### Problem details
State how many lines in the records hold the word "Lato", giving the number and no other text.

### Provided data

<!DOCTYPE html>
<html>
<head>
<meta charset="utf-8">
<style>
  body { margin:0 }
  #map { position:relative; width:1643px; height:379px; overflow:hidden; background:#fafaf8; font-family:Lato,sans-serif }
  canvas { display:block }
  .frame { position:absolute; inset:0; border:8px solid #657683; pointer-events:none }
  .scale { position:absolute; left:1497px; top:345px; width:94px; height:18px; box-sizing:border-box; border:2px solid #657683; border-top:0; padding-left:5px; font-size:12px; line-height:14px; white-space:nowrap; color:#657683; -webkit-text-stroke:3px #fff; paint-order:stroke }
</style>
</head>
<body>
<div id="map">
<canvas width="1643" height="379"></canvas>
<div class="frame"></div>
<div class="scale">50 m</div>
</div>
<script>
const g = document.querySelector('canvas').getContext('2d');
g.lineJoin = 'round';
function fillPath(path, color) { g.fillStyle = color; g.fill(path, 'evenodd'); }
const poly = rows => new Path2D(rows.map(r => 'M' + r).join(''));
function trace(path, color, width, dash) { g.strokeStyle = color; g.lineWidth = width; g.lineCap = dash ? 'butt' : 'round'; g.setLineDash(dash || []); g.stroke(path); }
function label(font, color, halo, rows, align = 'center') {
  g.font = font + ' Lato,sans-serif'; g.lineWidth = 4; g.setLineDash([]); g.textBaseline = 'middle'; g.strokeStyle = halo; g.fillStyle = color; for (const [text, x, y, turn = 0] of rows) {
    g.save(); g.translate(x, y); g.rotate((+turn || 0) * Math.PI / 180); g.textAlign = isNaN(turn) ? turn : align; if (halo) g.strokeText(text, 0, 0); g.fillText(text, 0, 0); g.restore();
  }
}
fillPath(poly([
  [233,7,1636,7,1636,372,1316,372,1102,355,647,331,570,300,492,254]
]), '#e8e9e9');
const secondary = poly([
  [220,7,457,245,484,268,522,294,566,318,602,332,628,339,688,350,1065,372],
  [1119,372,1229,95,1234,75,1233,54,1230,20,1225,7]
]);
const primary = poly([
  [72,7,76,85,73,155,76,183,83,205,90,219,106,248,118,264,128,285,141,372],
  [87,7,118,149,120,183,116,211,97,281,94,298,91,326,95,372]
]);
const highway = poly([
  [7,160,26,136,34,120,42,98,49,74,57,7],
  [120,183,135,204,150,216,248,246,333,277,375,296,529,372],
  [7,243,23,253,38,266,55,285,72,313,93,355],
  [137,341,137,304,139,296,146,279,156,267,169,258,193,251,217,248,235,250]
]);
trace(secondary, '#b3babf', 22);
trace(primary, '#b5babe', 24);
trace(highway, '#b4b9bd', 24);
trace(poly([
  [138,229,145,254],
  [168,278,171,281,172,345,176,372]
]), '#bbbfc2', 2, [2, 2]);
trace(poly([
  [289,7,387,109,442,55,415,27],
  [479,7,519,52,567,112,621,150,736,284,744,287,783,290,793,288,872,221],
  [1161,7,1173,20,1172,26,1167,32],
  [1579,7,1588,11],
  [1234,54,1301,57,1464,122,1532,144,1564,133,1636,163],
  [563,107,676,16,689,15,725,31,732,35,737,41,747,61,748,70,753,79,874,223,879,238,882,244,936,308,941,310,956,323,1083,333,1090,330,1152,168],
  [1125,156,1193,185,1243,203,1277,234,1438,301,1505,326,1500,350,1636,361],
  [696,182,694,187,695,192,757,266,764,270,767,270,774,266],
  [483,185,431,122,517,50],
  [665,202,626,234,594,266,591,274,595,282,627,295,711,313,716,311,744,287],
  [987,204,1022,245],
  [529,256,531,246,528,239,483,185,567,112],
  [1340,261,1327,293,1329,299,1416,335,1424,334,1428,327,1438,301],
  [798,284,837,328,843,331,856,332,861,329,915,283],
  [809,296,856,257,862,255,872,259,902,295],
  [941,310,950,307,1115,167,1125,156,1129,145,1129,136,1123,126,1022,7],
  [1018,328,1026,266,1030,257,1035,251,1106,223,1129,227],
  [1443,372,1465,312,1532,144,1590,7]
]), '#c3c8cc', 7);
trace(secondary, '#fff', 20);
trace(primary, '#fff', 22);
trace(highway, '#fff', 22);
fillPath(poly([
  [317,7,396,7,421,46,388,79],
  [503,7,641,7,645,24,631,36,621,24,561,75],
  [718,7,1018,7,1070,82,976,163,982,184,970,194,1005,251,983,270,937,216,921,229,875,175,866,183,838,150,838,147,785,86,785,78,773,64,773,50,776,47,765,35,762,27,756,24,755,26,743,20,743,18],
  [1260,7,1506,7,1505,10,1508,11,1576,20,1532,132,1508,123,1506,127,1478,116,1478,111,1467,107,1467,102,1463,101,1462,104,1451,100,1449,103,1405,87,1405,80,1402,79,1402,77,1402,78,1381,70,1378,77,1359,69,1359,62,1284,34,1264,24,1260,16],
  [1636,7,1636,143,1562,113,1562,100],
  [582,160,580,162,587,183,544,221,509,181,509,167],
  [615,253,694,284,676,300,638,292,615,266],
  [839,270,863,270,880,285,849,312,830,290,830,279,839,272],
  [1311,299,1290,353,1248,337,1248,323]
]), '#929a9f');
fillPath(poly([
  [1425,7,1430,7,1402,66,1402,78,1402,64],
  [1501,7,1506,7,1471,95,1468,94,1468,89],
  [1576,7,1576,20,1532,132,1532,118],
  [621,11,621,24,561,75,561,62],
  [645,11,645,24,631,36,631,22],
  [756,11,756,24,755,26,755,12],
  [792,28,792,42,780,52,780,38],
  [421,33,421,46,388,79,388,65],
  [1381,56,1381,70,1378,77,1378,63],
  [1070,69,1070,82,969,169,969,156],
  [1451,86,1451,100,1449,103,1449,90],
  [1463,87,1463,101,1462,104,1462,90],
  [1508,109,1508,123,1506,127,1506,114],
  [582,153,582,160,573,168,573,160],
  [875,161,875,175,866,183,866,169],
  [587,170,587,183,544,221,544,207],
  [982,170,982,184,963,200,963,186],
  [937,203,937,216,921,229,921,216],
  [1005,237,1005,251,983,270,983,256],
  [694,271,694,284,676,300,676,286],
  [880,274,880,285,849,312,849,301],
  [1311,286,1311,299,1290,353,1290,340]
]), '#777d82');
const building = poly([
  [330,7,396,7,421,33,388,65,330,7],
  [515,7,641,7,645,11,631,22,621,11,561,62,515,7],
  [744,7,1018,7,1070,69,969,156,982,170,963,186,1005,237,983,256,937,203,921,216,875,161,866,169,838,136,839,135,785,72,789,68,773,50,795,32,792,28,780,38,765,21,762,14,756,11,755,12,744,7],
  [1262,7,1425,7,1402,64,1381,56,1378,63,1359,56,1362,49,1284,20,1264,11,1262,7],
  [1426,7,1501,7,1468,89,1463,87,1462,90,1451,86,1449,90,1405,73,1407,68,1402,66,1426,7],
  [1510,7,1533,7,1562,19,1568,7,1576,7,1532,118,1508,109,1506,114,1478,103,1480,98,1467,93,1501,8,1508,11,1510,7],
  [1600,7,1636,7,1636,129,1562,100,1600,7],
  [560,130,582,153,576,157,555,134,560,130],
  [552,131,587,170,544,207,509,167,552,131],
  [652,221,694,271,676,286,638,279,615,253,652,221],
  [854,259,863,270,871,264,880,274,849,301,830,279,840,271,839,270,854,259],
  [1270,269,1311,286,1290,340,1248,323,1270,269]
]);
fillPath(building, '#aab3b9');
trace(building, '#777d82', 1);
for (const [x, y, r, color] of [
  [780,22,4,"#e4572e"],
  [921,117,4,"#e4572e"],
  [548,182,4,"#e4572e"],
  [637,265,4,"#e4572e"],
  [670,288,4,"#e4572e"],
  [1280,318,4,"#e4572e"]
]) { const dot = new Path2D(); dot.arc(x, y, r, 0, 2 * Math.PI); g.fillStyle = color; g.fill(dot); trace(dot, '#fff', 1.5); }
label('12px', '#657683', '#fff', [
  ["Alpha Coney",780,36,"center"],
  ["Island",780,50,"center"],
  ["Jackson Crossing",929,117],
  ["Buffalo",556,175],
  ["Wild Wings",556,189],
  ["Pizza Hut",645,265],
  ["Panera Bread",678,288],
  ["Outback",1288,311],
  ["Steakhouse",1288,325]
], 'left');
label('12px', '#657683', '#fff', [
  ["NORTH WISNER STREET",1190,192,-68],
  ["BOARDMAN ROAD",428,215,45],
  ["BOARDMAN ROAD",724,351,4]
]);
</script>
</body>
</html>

### Exercise output
2